Why is the argparse module so inflexible?

Chris Angelico rosuav at gmail.com
Thu Jun 27 18:33:27 EDT 2013


On Fri, Jun 28, 2013 at 8:19 AM, Grant Edwards <invalid at invalid.invalid> wrote:
> On 2013-06-27, Jason Swails <jason.swails at gmail.com> wrote:
>
>> He _is_ using cmd.  He's subclassed cmd.Cmd and trying to use
>> argparse to handle argument parsing in the Cmd.precmd method to
>> preprocess the user input.
>
> [...]
>
>> Having subclassed cmd.Cmd myself in one of my programs and written my
>> own argument parsing class to service it, I can appreciate what the
>> OP is trying to do (and it's clever IMO).
>
> Unfortunately, when writing software, being "clever" turns out to be A
> Bad Thing(tm) as often as not.  ;)

I don't see that it needs to be, in this case. Fundamentally, what's
the difference between:

foo at bar:~$ progname subcommand blah blah
foo at bar:~$ progname subcommand blah blah
foo at bar:~$ progname subcommand blah blah

and

foo at bar:~$ progname
progname> subcommand blah blah
progname> subcommand blah blah
progname> subcommand blah blah
progname> ^D

? Seems to me your subcommands should be allowed to use argparse.

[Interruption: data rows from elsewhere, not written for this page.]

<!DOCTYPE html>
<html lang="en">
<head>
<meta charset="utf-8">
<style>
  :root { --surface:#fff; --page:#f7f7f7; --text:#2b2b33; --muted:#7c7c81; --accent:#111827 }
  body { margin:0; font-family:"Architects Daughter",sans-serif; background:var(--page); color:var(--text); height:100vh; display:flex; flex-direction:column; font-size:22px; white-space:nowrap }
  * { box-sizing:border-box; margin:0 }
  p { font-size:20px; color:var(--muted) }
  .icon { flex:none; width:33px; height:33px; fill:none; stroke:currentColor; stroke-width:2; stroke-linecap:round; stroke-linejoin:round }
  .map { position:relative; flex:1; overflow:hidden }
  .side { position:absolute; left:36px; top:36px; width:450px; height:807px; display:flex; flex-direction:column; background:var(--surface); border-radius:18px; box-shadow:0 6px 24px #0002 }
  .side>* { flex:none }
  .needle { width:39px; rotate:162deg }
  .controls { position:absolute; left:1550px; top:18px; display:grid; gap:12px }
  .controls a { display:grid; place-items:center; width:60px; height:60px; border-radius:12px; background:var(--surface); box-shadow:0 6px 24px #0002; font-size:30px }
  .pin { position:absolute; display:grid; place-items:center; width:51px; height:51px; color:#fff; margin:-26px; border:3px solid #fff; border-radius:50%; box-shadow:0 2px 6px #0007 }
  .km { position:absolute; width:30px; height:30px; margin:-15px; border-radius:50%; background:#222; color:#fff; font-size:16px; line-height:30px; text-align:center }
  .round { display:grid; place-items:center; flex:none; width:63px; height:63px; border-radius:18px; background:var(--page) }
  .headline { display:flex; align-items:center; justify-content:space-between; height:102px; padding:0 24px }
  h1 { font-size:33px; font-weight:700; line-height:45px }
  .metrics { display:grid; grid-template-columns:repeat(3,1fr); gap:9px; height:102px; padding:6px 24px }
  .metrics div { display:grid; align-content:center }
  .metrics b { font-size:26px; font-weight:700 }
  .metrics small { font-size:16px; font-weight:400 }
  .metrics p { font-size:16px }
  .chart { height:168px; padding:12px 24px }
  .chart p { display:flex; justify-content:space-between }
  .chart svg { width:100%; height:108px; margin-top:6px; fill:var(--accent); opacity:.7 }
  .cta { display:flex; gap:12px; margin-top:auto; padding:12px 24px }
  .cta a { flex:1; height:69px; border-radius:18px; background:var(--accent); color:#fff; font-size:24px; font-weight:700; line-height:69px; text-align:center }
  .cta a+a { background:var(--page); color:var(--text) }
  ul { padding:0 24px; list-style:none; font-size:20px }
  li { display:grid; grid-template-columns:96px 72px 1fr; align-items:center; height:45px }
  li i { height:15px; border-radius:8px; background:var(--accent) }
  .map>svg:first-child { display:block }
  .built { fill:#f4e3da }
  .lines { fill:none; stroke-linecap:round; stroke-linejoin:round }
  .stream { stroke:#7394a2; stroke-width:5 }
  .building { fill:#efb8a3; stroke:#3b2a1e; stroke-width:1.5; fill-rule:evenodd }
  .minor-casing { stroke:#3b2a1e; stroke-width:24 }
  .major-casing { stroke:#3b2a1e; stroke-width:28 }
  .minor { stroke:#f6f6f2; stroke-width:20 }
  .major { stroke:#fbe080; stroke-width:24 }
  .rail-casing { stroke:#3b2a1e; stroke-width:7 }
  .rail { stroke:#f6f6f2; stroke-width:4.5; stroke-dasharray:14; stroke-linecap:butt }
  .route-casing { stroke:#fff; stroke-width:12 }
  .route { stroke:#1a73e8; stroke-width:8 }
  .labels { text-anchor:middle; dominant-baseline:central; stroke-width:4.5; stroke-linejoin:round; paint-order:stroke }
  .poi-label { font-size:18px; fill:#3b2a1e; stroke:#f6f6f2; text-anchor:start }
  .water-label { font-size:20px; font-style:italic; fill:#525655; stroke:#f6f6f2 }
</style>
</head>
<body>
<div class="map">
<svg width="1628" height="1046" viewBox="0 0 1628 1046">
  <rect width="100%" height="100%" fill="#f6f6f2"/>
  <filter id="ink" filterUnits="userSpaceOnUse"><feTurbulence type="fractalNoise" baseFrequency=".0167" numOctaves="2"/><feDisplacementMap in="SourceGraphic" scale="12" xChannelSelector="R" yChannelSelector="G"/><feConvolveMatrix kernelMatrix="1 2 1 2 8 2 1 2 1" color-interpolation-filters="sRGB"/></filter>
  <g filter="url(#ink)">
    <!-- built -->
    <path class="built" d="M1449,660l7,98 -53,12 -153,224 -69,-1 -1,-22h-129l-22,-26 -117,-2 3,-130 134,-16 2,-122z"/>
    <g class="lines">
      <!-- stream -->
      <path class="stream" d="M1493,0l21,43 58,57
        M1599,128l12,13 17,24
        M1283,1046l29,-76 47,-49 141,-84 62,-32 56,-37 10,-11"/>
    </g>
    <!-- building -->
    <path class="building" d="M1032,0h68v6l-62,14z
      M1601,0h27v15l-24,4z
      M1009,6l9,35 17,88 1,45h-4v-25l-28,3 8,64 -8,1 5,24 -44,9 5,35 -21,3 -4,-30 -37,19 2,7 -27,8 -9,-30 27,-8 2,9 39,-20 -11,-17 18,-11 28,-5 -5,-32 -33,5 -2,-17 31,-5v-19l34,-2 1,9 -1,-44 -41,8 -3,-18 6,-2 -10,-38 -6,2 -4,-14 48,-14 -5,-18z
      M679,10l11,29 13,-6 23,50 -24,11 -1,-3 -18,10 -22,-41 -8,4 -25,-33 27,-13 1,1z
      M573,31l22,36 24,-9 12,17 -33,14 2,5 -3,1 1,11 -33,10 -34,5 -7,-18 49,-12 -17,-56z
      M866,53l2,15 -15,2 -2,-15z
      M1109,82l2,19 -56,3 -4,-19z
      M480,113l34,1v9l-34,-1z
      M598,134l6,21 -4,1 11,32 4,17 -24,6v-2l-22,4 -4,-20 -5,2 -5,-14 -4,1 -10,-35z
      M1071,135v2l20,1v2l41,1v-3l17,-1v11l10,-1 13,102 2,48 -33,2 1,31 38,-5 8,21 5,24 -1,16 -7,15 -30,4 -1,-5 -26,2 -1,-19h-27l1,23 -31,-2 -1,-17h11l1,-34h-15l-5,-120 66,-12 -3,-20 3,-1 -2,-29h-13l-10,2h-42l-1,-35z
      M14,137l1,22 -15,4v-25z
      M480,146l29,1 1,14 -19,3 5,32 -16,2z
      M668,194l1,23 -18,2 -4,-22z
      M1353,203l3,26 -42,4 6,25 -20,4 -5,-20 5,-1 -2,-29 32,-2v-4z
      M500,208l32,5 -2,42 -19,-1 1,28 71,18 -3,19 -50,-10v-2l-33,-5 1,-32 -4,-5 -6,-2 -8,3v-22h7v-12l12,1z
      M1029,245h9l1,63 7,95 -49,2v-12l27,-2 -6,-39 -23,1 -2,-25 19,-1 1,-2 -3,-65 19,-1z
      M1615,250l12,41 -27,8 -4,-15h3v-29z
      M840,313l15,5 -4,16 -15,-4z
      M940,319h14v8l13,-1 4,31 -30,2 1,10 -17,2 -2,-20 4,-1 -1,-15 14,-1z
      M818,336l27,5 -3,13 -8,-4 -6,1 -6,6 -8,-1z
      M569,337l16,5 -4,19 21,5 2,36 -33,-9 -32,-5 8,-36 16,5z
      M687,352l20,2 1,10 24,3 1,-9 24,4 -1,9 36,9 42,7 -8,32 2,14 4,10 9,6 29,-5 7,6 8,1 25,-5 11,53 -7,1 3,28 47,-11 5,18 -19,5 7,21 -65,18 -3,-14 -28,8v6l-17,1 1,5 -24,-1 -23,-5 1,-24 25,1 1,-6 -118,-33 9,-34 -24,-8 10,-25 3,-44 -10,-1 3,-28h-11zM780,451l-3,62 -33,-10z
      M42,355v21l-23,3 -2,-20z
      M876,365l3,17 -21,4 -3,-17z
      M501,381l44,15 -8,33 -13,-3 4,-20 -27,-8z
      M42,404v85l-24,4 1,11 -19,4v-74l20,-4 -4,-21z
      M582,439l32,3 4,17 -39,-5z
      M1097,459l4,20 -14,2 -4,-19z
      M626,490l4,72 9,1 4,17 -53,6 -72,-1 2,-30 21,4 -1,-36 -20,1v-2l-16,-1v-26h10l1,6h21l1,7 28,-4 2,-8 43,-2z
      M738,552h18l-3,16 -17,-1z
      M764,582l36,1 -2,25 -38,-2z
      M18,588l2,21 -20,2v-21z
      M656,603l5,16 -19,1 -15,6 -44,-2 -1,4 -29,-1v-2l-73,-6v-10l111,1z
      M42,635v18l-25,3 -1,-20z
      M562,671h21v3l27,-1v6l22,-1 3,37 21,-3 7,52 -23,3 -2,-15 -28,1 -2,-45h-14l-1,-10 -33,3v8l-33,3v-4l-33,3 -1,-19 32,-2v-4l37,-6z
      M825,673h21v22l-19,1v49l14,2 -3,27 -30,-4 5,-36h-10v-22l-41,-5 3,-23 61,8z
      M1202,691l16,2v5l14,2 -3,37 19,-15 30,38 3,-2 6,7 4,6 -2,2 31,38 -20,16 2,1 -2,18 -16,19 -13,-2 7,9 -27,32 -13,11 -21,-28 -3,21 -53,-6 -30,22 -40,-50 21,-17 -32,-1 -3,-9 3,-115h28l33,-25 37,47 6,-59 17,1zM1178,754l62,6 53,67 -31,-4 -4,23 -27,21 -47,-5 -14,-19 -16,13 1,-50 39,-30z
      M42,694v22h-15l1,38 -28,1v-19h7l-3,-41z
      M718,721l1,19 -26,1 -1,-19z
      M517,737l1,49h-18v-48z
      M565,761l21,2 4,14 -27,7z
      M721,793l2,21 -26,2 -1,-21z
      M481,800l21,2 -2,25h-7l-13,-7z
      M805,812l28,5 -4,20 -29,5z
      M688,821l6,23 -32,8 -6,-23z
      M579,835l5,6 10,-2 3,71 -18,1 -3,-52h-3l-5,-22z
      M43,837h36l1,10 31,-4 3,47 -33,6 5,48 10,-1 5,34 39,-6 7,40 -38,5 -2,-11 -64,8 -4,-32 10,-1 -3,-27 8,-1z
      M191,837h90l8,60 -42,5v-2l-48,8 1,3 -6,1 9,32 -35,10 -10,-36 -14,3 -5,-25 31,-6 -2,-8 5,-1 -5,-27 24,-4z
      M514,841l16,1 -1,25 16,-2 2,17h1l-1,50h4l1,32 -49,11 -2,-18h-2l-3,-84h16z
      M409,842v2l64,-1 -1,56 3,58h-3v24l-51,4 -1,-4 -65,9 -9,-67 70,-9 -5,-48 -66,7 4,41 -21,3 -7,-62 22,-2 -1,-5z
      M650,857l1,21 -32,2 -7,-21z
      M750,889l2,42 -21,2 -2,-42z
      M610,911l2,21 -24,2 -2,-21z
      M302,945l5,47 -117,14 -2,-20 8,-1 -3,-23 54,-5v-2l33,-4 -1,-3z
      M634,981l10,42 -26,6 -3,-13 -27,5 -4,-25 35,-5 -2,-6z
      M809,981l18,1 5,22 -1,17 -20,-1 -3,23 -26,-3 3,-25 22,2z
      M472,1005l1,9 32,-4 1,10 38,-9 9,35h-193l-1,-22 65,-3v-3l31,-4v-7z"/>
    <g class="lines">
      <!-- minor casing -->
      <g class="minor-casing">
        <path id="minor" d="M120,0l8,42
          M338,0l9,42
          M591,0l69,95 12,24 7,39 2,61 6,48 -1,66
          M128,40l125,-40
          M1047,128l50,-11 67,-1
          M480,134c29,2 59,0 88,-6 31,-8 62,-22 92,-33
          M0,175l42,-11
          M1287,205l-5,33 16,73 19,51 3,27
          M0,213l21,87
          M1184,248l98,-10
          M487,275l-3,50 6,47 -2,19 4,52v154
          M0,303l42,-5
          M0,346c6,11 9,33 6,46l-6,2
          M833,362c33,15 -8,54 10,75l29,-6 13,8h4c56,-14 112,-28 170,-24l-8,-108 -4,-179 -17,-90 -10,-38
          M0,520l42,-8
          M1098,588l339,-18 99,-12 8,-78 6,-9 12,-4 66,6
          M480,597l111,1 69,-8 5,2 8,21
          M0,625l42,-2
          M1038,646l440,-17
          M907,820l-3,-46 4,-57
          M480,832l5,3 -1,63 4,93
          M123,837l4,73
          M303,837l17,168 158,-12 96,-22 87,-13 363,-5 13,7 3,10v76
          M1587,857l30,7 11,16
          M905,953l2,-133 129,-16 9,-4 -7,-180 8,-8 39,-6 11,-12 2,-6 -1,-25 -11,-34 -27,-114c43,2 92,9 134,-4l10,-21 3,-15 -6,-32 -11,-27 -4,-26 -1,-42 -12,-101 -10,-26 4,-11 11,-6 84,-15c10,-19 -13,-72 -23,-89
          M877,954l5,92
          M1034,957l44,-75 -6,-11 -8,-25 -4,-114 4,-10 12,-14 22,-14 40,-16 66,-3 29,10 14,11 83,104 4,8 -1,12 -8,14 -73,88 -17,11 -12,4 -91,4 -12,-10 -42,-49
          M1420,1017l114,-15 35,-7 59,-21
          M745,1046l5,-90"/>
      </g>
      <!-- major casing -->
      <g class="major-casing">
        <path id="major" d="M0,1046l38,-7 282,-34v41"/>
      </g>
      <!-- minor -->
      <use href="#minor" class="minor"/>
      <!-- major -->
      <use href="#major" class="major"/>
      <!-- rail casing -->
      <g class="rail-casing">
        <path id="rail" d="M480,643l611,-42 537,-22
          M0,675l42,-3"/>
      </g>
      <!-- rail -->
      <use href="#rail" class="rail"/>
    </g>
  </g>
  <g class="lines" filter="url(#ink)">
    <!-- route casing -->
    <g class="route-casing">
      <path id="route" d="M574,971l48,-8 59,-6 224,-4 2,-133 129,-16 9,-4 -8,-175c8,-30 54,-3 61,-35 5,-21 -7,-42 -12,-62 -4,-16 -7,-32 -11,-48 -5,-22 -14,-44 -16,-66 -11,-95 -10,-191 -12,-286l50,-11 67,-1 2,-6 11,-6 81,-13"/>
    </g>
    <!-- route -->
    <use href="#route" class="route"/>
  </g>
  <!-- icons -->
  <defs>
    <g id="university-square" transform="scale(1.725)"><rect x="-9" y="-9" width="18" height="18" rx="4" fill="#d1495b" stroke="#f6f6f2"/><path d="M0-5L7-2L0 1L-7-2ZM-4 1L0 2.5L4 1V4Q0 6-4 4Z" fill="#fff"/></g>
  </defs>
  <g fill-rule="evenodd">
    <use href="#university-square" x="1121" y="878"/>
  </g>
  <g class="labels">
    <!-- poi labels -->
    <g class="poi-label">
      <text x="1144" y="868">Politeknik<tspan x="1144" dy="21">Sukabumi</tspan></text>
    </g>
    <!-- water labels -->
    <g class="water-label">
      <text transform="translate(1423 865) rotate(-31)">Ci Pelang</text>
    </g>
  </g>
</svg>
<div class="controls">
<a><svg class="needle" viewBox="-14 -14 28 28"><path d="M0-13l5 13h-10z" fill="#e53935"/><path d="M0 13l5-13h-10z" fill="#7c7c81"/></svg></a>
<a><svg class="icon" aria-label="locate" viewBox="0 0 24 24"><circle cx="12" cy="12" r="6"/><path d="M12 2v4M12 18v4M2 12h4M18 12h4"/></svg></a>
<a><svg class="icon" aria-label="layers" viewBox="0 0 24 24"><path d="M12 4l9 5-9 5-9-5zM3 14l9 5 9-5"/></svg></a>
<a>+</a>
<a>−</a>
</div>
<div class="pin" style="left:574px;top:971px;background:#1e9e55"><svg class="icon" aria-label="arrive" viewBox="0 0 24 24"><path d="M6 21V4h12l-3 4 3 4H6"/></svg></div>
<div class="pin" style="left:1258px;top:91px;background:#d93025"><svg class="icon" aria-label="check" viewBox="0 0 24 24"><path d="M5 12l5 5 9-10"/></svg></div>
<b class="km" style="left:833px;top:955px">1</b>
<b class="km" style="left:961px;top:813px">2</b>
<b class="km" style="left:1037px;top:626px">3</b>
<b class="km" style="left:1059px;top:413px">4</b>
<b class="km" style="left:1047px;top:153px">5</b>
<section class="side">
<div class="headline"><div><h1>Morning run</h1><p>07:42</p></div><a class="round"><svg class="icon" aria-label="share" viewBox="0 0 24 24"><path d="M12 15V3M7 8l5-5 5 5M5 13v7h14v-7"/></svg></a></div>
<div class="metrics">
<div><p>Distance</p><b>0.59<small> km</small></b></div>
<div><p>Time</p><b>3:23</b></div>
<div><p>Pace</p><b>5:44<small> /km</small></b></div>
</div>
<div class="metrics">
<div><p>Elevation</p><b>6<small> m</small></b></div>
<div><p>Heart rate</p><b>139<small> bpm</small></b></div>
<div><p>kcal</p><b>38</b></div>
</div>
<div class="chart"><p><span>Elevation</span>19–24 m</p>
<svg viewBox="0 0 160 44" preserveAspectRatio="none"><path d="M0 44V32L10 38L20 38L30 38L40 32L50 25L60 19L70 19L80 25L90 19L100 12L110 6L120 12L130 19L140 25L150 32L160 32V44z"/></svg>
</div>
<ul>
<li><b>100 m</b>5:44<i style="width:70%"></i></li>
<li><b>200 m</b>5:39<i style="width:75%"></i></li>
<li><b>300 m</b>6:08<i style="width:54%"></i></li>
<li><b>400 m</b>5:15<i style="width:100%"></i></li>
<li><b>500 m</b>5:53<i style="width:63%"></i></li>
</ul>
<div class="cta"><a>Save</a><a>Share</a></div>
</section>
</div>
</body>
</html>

Yes, it's somewhat less usual usage. But it isn't inconceivable.

Why raise an exception, then catch it and raise SystemExit? Surely
*that* is the unusual behaviour - why not just let an ArgumentError
propagate up?

But with the module doing what it does, I'd say catching SystemExit is
the right thing to do. Deserves a code comment, but perfectly right.